The U.S. Air Force announced Monday it has successfully tested a hypersonic missile against a backdrop of China, Russia, and North Korea racing to develop the same advanced military technology.
UPI reports a B-52H Stratofortress aircraft successfully released a AGM-1831 Air-launched Rapid Response Weapon (ARRW) over the weekend that achieved speeds five times greater than the speed of sound.
The test was conducted somewhere off the coast of Southern California, it said.
“This was a major accomplishment by the ARRW team for the weapons enterprise and our Air Force,” Brig. Gen. Heath Collins, Air Force program executive officer for weapons, said in a statement.

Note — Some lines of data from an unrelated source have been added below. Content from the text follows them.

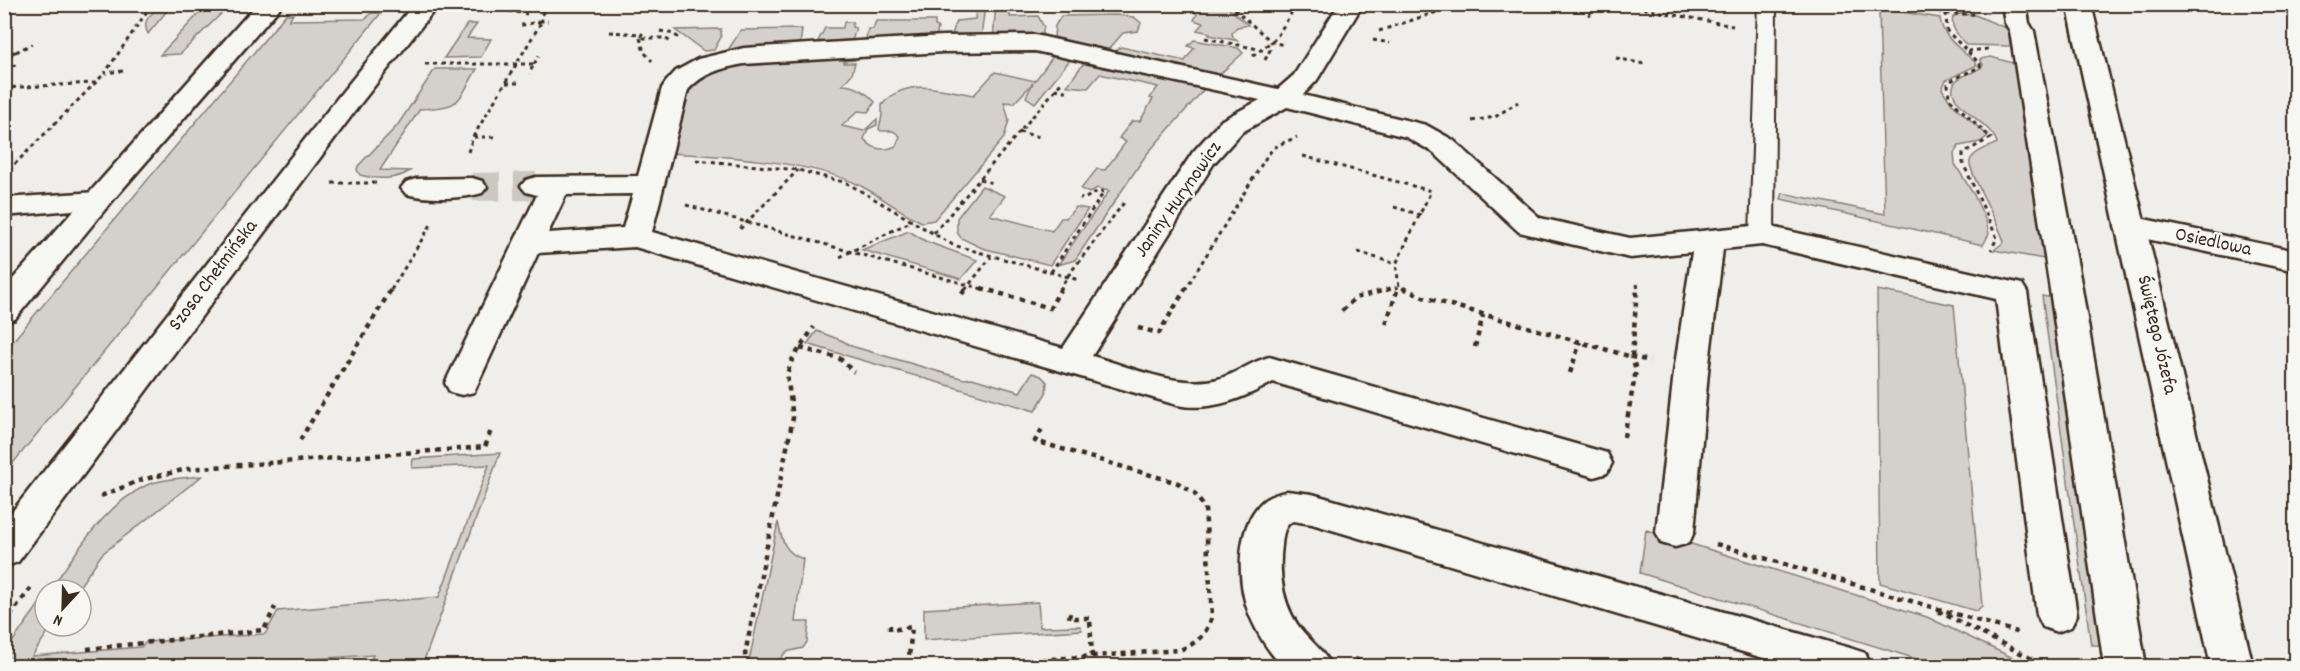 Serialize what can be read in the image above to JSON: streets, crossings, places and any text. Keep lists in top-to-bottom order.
{
  "streets": {
    "street": [
      "Janiny Hurynowicz",
      "Osiedlowa",
      "Szosa Chełmińska",
      "Świętego Józefa"
    ]
  },
  "crossings": [
    ["Osiedlowa", "Świętego Józefa"]
  ],
  "north": "bottom"
}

“The team’s tenacity, expertise and commitment were key in overcoming the past year’s challenges to get us to the recent success.”
“We are ready to build on what we’ve learned and continue moving hypersonics forward,” he added.

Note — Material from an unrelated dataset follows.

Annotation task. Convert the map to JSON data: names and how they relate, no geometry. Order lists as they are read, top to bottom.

The ARRW is a hypersonic weapon that uses a booster rocket to accelerate the missile to speeds in excess of Mach 5, or five times the speed of sound. A hypersonic glide vehicle then separates from the booster and glides at high speed toward its target.
One day before this test, CNN reports Air Force Secretary Frank Kendall acknowledged the problems enveloping the ARRW program.
The Pentagon said Russia has since used between 10-12 hypersonic weapons since the beginning of its invasion of Ukraine.
The U.S. Army is scheduled to begin deploying a long-range hypersonic missile in late 2023. Some launch and control equipment has already been distributed so troops can begin training on the system.
The Army weapon has a range of less than 2,000 miles, making it much less ambitious than the potentially nuclear-capable orbital device tested by China.